Records to use below:

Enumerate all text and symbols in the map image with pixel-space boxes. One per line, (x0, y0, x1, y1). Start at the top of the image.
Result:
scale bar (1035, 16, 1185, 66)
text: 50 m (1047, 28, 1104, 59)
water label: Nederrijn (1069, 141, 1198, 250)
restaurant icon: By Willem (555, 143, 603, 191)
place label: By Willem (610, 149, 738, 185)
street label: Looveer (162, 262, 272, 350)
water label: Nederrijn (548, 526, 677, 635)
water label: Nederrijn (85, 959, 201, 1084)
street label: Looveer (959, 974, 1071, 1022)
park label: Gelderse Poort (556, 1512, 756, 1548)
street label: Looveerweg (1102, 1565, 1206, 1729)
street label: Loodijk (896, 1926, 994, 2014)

End of Records to use.
Records to use below:

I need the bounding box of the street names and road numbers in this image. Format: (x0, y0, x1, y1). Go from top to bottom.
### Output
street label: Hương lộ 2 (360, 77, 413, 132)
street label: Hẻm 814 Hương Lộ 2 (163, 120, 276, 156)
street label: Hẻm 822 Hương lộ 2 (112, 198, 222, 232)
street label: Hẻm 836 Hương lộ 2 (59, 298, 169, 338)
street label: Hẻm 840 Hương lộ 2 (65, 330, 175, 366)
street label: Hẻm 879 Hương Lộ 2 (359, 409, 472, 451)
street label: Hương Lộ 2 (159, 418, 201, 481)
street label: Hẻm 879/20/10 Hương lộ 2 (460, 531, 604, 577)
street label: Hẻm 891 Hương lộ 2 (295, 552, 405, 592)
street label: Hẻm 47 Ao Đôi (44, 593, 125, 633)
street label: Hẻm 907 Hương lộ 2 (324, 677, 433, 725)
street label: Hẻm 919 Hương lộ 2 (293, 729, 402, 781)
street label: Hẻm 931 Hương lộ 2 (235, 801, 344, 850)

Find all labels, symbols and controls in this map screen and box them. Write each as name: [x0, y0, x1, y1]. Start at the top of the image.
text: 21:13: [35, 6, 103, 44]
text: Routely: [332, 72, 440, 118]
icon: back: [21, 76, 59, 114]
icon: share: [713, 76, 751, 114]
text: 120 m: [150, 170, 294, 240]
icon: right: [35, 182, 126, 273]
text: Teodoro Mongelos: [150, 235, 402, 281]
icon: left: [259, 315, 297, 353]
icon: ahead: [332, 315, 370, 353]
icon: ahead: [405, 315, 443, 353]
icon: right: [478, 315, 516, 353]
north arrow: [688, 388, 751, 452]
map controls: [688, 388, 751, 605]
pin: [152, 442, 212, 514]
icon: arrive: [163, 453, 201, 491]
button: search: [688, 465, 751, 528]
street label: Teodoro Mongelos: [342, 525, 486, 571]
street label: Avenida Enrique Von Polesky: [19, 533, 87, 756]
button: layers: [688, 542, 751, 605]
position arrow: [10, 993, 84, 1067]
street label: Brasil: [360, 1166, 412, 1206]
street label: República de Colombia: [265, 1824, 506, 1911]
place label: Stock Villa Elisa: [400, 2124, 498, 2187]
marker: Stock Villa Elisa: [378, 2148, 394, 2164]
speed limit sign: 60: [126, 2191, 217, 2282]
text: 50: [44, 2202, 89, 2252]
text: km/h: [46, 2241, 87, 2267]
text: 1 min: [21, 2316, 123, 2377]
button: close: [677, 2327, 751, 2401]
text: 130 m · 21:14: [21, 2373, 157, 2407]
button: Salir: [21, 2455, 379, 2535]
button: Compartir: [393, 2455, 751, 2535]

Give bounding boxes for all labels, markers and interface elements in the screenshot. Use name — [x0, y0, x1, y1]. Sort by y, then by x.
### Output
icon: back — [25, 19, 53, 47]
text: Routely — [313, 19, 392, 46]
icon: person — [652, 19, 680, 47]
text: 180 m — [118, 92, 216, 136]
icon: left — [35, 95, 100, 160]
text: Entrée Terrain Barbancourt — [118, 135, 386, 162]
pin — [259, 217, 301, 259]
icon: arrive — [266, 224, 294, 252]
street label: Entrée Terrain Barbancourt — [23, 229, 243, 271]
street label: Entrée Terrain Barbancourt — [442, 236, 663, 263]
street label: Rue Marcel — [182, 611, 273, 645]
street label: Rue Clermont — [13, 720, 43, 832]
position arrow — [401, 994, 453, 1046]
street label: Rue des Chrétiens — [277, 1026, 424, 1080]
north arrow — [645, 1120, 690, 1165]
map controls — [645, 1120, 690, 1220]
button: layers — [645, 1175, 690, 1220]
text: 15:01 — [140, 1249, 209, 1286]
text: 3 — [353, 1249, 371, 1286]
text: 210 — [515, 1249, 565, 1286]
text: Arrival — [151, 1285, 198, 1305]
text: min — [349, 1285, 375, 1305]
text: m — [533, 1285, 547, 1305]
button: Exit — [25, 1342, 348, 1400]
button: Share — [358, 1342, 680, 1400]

End of Records to use.

What to produce =
Copy every line from the entries that contains the word "boxes".

Exercise output =
Enumerate all text and symbols in the map image with pixel-space boxes. One per line, (x0, y0, x1, y1). Start at the top of the image.
Give bounding boxes for all labels, markers and interface elements in the screenshot. Use name — [x0, y0, x1, y1]. Sort by y, then by x.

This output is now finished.